Ophea has also just launched a new online resource for secondary teachers, Approaches to Teaching Healthy Living: A Guide for Secondary Educators. This comprehensive guide facilitates planning and instruction of the Healthy Living curriculum and assessment of student learning, and includes ready-to-use sample unit overviews and assessment strategies to guide teachers in planning their own units for Grade 9-12. This resource is available to teachers from school boards that have purchased access.

Another resource to check out would be Ophea’s All About H&PE, which includes tools to strengthen your understanding and knowledge of the five Fundamental Principles that underpin the H&PE curriculum. “The All About H&PE posters and videos are great to use in professional development settings, at staff meetings, to simply support individual reflection or start a conversation with a colleague or student.” says Gardner. They are very clear and concise, making understanding the integration of the Fundamental Principles into an H&PE program straightforward.

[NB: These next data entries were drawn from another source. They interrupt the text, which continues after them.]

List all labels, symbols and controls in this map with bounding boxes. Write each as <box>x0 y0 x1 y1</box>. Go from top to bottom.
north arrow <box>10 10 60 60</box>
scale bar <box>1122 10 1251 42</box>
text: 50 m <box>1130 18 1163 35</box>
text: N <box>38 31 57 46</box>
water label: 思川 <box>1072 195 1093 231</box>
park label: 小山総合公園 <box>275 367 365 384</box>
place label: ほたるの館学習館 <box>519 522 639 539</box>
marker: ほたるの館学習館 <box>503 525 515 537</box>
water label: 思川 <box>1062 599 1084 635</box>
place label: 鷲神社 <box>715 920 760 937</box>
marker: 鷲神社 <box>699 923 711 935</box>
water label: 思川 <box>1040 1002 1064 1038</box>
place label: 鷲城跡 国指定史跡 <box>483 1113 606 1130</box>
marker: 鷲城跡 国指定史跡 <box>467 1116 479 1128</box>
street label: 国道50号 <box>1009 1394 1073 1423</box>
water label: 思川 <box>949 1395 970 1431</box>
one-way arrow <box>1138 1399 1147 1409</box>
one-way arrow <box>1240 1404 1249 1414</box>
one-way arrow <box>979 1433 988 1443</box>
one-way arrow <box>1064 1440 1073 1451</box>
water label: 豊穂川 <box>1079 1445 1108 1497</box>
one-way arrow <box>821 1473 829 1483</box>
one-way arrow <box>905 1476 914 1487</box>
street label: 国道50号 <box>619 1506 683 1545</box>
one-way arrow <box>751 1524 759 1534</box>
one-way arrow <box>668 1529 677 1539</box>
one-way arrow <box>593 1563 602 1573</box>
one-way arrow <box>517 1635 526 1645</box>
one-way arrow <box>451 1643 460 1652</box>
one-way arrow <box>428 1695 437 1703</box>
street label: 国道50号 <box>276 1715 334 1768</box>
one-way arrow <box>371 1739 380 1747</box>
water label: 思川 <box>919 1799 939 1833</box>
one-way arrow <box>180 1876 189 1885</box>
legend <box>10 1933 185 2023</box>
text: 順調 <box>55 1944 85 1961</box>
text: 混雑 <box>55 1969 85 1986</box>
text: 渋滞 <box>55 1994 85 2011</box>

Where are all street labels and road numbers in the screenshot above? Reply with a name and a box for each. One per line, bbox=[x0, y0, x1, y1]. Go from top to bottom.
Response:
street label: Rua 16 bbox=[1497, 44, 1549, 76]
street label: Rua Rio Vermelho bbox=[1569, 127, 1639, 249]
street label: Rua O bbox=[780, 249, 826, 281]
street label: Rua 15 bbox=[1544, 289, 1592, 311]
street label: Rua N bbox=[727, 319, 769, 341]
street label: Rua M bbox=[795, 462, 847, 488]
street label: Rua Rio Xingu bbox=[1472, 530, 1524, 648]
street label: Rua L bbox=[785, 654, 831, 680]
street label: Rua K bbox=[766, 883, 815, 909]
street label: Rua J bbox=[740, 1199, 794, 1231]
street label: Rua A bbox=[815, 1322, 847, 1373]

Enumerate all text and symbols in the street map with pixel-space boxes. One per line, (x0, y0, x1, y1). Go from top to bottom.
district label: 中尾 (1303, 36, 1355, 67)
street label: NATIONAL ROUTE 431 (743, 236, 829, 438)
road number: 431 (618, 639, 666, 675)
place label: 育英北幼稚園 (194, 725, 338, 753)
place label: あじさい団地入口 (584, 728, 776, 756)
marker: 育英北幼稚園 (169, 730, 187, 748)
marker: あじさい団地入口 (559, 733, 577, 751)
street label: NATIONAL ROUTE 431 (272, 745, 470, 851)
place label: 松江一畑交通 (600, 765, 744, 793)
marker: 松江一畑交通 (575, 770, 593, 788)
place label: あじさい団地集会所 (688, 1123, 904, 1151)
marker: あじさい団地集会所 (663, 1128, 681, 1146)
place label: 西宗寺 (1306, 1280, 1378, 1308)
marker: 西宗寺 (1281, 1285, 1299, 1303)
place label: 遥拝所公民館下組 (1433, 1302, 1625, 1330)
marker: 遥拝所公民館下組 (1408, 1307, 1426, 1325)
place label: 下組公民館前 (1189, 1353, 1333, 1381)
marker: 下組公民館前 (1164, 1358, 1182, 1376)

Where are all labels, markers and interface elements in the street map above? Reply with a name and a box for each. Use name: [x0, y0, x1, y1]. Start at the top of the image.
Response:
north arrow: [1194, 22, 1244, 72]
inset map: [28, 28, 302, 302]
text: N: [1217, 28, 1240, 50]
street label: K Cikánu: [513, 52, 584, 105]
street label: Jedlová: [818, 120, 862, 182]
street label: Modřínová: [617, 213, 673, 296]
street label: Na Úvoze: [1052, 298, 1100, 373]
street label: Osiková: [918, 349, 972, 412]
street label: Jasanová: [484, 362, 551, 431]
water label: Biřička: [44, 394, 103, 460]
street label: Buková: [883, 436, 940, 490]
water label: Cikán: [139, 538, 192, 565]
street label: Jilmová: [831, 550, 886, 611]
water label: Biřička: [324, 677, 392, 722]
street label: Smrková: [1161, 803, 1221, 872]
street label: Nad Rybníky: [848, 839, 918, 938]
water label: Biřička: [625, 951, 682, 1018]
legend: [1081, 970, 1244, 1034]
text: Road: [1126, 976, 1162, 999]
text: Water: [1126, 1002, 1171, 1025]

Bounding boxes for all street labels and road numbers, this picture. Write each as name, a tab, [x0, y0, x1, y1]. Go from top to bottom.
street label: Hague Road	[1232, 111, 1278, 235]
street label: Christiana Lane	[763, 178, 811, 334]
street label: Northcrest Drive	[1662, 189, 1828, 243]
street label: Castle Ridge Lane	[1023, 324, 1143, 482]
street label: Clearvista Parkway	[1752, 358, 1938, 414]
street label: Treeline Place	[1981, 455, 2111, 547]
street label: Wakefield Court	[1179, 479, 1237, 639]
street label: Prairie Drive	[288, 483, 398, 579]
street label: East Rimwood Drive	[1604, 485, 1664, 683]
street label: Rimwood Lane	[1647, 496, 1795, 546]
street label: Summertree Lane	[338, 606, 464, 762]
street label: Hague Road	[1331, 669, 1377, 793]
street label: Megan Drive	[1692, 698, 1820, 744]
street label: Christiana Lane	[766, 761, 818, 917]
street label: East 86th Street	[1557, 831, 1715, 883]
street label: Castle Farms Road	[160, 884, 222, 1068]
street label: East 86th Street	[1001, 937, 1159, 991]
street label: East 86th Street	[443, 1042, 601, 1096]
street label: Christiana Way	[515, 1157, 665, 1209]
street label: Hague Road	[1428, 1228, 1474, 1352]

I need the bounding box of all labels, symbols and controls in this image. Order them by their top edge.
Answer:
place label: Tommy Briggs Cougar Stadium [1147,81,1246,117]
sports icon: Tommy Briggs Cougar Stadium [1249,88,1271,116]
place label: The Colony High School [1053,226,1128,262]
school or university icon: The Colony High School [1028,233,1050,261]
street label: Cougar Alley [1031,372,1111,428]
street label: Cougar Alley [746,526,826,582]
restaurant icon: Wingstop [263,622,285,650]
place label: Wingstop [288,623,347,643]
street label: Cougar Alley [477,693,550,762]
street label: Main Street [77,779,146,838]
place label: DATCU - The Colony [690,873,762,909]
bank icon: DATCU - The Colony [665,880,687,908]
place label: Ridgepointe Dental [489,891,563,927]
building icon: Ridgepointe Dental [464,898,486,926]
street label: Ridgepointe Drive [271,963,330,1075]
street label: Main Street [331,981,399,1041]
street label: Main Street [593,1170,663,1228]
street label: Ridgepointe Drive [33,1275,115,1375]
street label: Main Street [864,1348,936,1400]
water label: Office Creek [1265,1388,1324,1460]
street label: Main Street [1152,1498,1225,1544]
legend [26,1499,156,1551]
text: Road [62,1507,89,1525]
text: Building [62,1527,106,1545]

For more resources related to mental health and well-being, educators can also turn to organizations like Healthy Minds Canada, Kids Help Phone and Parent Action on Drugs or consult the Ministry of Education’s document: Supporting Minds: An Educator’s Guide to Promoting Students’ Mental Health and Well-Being.

Involve parents and other community partners...

In addition to developing healthy habits and building resilience; feeling safe, valued and included in the community are vital components of mental health. By creating a supportive social environment—not just at school, but also at home and in the larger community—we can help to ensure that students are supported in all of their environments.

“Collaboration is a fundamental part of successfully creating supportive environments for children,” says Beben. “Many anti-bullying campaigns involve school staff, students, parents and community members. And since mental health is intrinsically connected to nutrition and physical health, community leaders often organize free events that promote nutrition and get families engaged in fun, physical activities.” By way of example, Beben points to comprehensive school health initiatives like P.A.L.S. (Playground Activity Leaders in Schools), Turn off the Screens and Safe Walk/Ride to school programs.

“Educators can also work more closely with public health across the province to address student mental health and well-being and healthy weights,” suggests Meyer. “Public health units have great resources and work in partnership with schools.” Likewise, school boards have mental health leads who educators can reach out to for support.

When it comes to mental health, knowledge is power.

Fostering mental health in a generation of Ontario children is a big job—and not one that educators can (or should) tackle alone. The help of parents and community partners is essential. That said, when it comes to fostering mental health, schools have a central role to play.

“Teachers see students for six hours a day and potentially year after year,” says Gardner. “They build relationships with students as well as observe students interactions with each other. They’re able to notice changes in behaviour and communicate about these changes to parents. As well, they’re in a position to facilitate next steps with parents, community members and other teachers if required.” However, in order to properly support students, educators must first make it their business to learn all they can about mental health challenges and resources.

“Knowledge is power,” concludes Barrow. “The more we know, the more we can help our students.”

Likewise, the more students know about mental health, well-being and mental illness, the better they can help themselves and support others as they learn to navigate life’s challenges.